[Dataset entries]
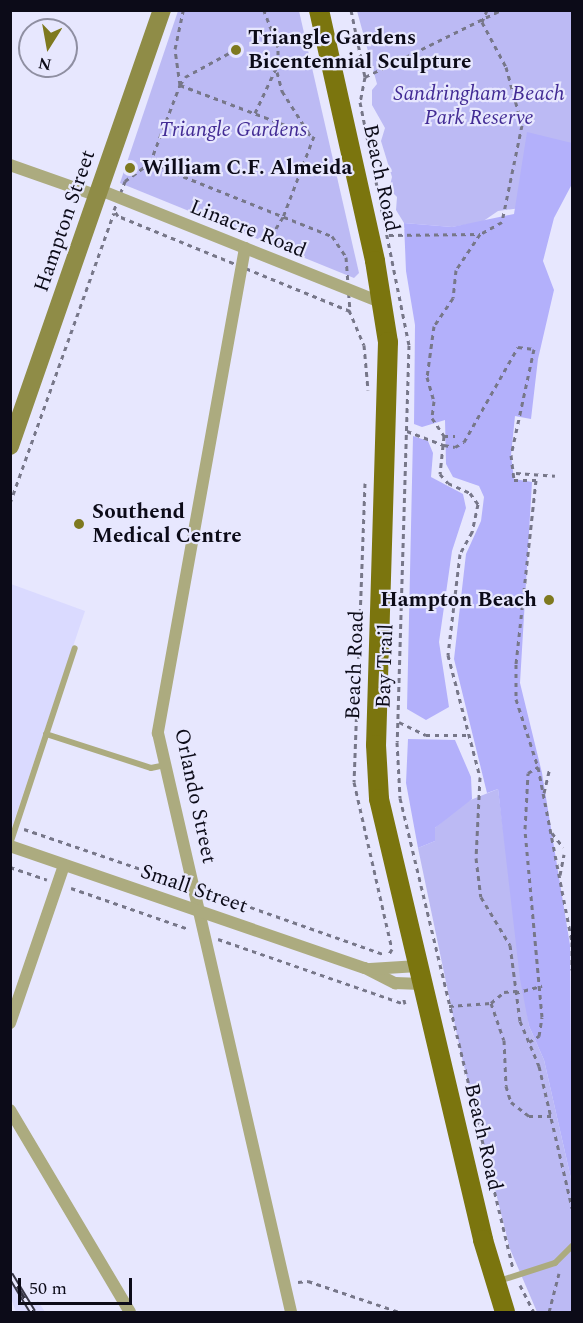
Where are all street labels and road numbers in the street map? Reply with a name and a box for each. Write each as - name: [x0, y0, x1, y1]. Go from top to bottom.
- street label: Beach Road: [357, 122, 405, 234]
- street label: Hampton Street: [29, 147, 101, 295]
- street label: Linacre Road: [186, 194, 310, 264]
- street label: Beach Road: [340, 610, 370, 720]
- street label: Bay Trail: [371, 623, 399, 709]
- street label: Orlando Street: [168, 726, 222, 866]
- street label: Small Street: [137, 859, 251, 919]
- street label: Beach Road: [458, 1081, 508, 1193]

- Task statement
Images stay out, but the rest of the data above must be repeated exactly.

- Exercise result
Where are all street labels and road numbers in the street map? Reply with a name and a box for each. Write each as - name: [x0, y0, x1, y1]. Go from top to bottom.
- street label: Beach Road: [357, 122, 405, 234]
- street label: Hampton Street: [29, 147, 101, 295]
- street label: Linacre Road: [186, 194, 310, 264]
- street label: Beach Road: [340, 610, 370, 720]
- street label: Bay Trail: [371, 623, 399, 709]
- street label: Orlando Street: [168, 726, 222, 866]
- street label: Small Street: [137, 859, 251, 919]
- street label: Beach Road: [458, 1081, 508, 1193]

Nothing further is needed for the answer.